■ **Activity**: Find all lines below containing the string "limit" and return them.
+ + + + + + +
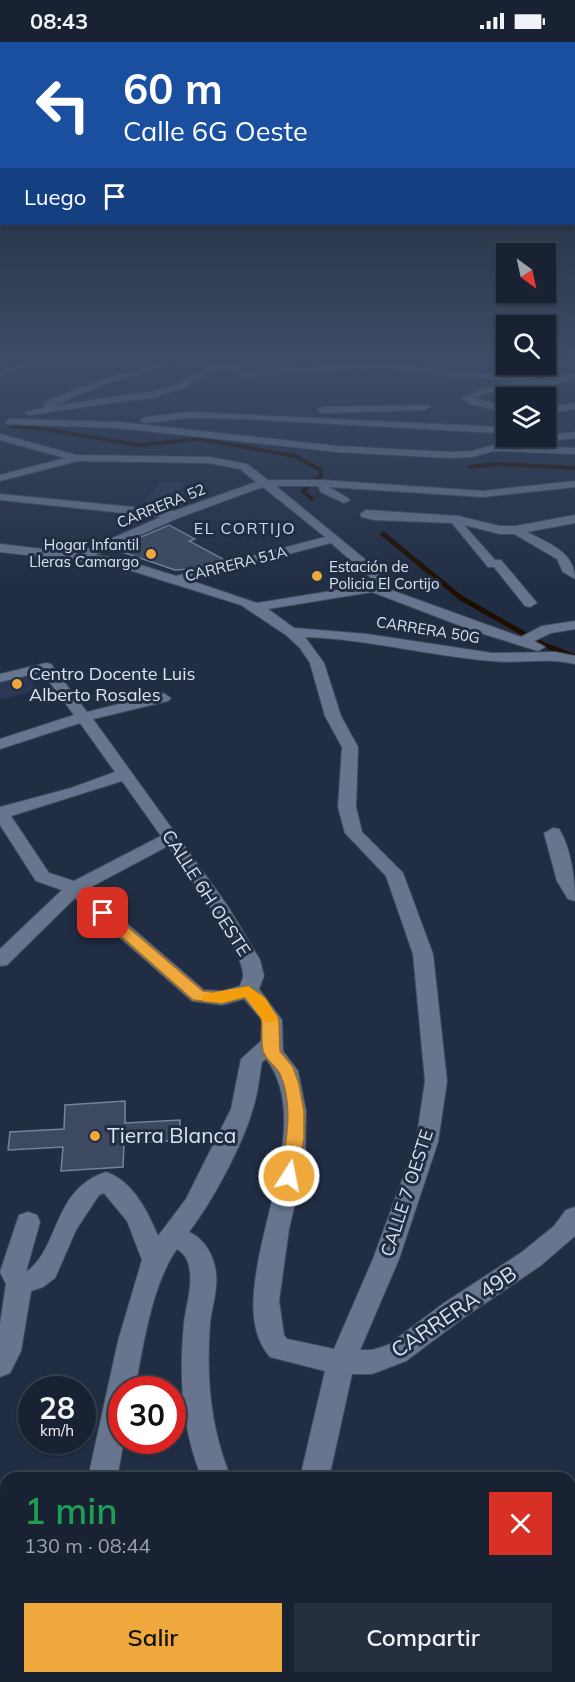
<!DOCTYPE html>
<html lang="es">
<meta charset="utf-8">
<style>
body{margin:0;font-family:Mulish,sans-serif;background:#262f3e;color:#f1f3f6;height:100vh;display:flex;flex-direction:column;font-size:22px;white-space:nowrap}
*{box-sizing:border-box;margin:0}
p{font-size:20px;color:#9fa4ac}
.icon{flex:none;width:33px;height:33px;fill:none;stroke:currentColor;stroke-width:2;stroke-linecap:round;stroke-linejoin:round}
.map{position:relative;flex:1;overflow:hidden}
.side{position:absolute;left:0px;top:1430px;width:576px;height:212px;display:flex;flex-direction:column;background:#192232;border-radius:18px 18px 0 0;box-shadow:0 2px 4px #0004,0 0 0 2px #373f4d}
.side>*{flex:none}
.banner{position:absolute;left:0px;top:0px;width:576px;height:183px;box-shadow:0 2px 4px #0004,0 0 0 2px #373f4d;background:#1a4fa0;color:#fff;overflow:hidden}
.needle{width:39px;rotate:147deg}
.buttons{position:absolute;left:496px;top:201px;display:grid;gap:12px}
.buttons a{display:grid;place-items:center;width:60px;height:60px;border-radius:0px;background:#192232;box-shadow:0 2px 4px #0004,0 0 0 2px #373f4d;font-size:30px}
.speed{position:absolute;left:18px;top:1334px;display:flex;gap:12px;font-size:30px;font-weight:700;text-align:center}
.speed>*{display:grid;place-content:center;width:78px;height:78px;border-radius:50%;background:#192232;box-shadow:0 2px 4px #0004,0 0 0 2px #373f4d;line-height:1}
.speed small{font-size:15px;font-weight:400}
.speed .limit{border:9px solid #d22;background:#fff;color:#111}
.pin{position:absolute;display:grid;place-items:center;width:51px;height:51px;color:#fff;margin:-26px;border-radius:12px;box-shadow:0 3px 9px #0006}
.me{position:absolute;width:66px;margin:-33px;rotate:11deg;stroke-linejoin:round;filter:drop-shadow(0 0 4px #0008)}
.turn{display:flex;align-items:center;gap:21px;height:126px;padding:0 24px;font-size:27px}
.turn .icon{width:78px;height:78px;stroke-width:2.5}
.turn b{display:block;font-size:42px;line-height:51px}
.then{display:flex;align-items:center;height:57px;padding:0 24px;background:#0003;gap:12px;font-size:22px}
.round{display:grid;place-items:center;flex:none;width:63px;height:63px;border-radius:0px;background:#262f3e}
.head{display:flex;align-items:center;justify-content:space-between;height:102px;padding:0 24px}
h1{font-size:36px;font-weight:600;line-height:45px;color:#1e9e55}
.action{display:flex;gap:12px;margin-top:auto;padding:12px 24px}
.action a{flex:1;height:69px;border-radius:0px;background:#eea83c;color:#111;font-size:24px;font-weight:600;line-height:69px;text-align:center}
.action a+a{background:#262f3e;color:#f1f3f6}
.status{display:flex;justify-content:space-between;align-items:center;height:42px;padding:0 30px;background:#192232;direction:ltr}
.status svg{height:16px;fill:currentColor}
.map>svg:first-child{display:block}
.built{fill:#2a3853}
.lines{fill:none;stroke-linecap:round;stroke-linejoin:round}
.stream-far1{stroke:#1e0e00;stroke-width:4}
.stream{stroke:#1e0e00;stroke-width:5}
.building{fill:#3c4960;stroke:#74829c;stroke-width:1.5}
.minor-casing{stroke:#404b5d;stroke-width:2}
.minor{fill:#67758e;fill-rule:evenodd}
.route{fill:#eea83c;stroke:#9b6d27;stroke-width:1.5}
.slow{fill:#f59e0b}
.poi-dot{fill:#eea83c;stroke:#212d43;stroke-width:2}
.labels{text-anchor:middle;stroke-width:6;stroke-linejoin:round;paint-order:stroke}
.far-street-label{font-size:15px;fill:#dbe3f2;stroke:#212d43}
.far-poi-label{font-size:15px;fill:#dbe3f2;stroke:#212d43;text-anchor:end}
.far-neighbourhood-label{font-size:16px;letter-spacing:1.5px;fill:#c8d8f4;stroke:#212d43}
.poi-label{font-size:18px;fill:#dbe3f2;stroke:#212d43;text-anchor:start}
.street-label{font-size:18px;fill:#dbe3f2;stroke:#212d43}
.near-poi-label{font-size:21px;fill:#dbe3f2;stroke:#212d43;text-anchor:start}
.near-street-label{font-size:21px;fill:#dbe3f2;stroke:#212d43}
</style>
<div class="status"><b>08:43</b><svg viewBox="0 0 49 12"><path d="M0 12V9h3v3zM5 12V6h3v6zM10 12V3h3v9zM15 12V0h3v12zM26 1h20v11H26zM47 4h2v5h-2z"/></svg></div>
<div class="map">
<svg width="575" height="1640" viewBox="0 0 575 1640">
<rect width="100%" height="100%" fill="#212d43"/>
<!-- built -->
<g class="built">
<polygon points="162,439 184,441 168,462 144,460"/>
<polygon points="22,634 29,636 38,648 0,658 0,637"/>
</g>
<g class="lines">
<!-- stream-far1 -->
<g class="stream-far1">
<polyline points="11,385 38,386 138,403 199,397 295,414 321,428 321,435 316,438"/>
<polyline points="469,425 496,422 575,426"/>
<polyline points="309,443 303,449 312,457"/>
</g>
<!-- stream -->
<polyline class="stream" points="383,492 461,556 542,602 575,615"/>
</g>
<!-- building -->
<g class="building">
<polygon points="169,483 195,497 189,499 223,517 190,527 175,528 113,507"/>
<polygon points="125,1059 125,1081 180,1078 180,1098 124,1102 123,1125 61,1129 63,1105 8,1108 10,1090 64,1087 65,1063"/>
</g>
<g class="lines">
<defs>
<g id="minor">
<polygon points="28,320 42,320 0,334 0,328"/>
<polygon points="167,320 182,320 105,342 52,364 154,349 177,342 219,320 230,320 244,328 379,320 542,337 575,331 575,337 550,344 487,351 474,356 507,364 507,370 470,362 462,356 482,347 518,340 379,326 243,334 224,325 183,346 155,355 29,373 24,370 46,365 43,362 45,360 99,338"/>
<polygon points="546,320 575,320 575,326 543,323"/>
<polygon points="575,361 575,367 546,372 546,366"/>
<polygon points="428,363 430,365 425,368 322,371 317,368 322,365"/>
<polygon points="188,370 499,385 504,388 499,391 247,377 188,376 145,381 140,378 145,375"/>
<polygon points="10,377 119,380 337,404 450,410 472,409 494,403 575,406 575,412 494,409 472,415 450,416 337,410 119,386 6,382 5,380"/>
<polygon points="575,390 575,396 526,402 521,399 526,396"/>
<path d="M0,392L76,413L209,415L247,422L268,438H322L483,449L575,439V445L483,455L329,445L348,456L350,458L344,461L321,450L318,444H276L383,532L384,535L380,544L521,595L542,584L575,579V587L551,591L534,599L545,605L538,609L474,589L372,550L268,567L294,586L367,592L492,611L555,610L575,614V622C547,615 520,622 492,619C429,614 368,597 305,595L324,621L341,674L358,705L356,765L362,790L403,831L433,912L447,1039L438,1100L399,1217L360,1308H372L388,1303L444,1261L522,1210L554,1184L566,1168L575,1165V1194L540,1224L462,1277L406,1319L372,1332H352L329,1436H300L325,1329L270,1315C213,1251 326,1094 266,1017L262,1020C259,1035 258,1052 253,1066C243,1103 212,1160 189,1190C205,1197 214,1214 216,1231C218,1248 212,1265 210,1281C206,1335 210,1386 231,1436H202C181,1386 179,1333 184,1281C186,1264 192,1247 190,1230C189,1220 186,1213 177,1207C152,1242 143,1304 135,1347H122V1398H124L117,1436H88L118,1299L142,1218L127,1179L104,1151L99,1153L76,1188L55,1236L43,1245L31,1249L21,1309L10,1331L0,1335V1282L6,1242L0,1230L19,1173L28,1170L37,1173L40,1180L26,1230C60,1207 52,1147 106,1130C133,1139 148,1170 158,1194L186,1157L231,1067L241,1017L261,999L262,978L244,957L222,963L192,959L75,856L7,923L0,924V907L62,848L36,839L0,783V765L71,746L115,730L80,681L0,707V697L74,673L42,630L0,640V632L46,621L51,622L87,670L163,651L171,656L168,659L93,677L227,863L260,918L264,934L259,947L282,978L283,1009L298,1029L306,1069L305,1119L289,1187L279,1259L284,1293L287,1297L334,1307L373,1217L416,1100L425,1039L413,912L386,834L345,791L338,765L342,705L325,674L310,621L300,606L286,593L241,563L113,523L0,510V502L78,511L161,475L0,458V452L174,469L256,440L240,427L209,421L78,419L0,439V433L65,416L0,398ZM263,445L325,495L176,534L118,516L95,513L178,476ZM331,501L371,536L368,543L257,561L189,538ZM122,739L161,794L74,839L49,831L11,774ZM168,804C187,831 240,902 243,931C244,936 241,940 240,944L222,949L204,948L87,847Z"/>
<path d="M366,468L458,474L500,484H516L575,473V481L527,490C548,501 575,510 575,537L563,530L557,517L514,492H500L464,483L495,518H501L537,561L530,565L525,564L494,525H488L452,481L374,478L362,475L360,472Z"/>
<path d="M553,786L559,787C571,806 575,837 575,859L568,857L557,839L544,791Z"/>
<rect x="50" y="1635" width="32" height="5"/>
<polygon points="355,1635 392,1635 394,1640 357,1640"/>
</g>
</defs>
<!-- minor casing -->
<use href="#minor" class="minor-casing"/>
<!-- minor -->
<use href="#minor" class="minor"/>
</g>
<!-- sky -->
<linearGradient id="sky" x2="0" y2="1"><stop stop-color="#121925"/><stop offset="0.58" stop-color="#3d4c66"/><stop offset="1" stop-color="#3d4c66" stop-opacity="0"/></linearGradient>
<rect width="575" height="549" fill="url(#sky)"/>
<!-- route -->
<path class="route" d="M103,867L108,868L203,949L222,951L248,944L265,956L279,978L280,1009L293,1025L299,1042L304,1069V1097L295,1139H282L280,1134C286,1103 294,1063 280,1032C276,1024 265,1018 263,1009C258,982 271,979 245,955L222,961L193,958L98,874L95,871Z"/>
<!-- slow -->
<path class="slow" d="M248,944L265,956L278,976L276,980H264L245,955L222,961L203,959L201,955C204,951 239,946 248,944Z"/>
<!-- markers -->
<g class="poi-dot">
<circle cx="151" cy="512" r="6"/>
<circle cx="317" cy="534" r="6"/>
<circle cx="17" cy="642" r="6"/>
<circle cx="95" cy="1094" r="6"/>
</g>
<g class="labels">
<!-- far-street labels -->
<g class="far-street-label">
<text transform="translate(161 464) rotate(-22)" y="5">CARRERA 52</text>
<text transform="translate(236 522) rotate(-14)" y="5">CARRERA 51A</text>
<text transform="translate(428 588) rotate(9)" y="5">CARRERA 50G</text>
</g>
<!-- far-poi labels -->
<g class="far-poi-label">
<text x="139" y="508">Hogar Infantil<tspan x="139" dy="17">Lleras Camargo</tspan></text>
<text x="329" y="530" text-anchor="start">Estación de<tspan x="329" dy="17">Policia El Cortijo</tspan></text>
</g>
<!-- far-neighbourhood labels -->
<g class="far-neighbourhood-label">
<text x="245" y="492">EL CORTIJO</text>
</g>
<!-- poi labels -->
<g class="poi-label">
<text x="29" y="638">Centro Docente Luis<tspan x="29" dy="21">Alberto Rosales</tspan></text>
</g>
<!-- street labels -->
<g class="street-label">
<text transform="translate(206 851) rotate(57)" y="6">CALLE 6H OESTE</text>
<text transform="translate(407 1151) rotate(-72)" y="6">CALLE 7 OESTE</text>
</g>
<!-- near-poi labels -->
<g class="near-poi-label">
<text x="107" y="1101">Tierra Blanca</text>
</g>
<!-- near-street labels -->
<g class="near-street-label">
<text transform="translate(454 1270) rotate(-34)" y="7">CARRERA 49B</text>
</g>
</g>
</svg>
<div class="buttons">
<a><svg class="needle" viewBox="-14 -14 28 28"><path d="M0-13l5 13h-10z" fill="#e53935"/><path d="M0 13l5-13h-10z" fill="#9fa4ac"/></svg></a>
<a><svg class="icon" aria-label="search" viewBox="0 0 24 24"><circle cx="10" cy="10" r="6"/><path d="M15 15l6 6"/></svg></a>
<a><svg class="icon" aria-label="layers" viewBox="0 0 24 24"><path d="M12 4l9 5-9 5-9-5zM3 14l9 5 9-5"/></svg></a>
</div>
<div class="speed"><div>28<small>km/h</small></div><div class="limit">30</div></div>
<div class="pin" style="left:103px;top:871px;background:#d93025"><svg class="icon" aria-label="arrive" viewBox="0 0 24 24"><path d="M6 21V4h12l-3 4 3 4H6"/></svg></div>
<svg class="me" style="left:289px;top:1134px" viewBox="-20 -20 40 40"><circle r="17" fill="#eea83c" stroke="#fff" stroke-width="3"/><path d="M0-11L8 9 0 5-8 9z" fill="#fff"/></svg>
<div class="banner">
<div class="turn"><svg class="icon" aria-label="left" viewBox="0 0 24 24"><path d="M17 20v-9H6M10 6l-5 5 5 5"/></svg><div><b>60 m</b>Calle 6G Oeste</div></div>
<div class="then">Luego<svg class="icon" aria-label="arrive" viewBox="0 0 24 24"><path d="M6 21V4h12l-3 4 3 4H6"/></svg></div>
</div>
<section class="side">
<div class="head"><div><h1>1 min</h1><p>130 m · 08:44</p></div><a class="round" style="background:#d93025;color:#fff"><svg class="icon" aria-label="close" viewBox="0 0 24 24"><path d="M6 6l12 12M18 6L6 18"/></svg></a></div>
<div class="action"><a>Salir</a><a>Compartir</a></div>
</section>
</div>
+ + + + + + +
■ **Exercise solution**:
.speed .limit{border:9px solid #d22;background:#fff;color:#111}
<div class="speed"><div>28<small>km/h</small></div><div class="limit">30</div></div>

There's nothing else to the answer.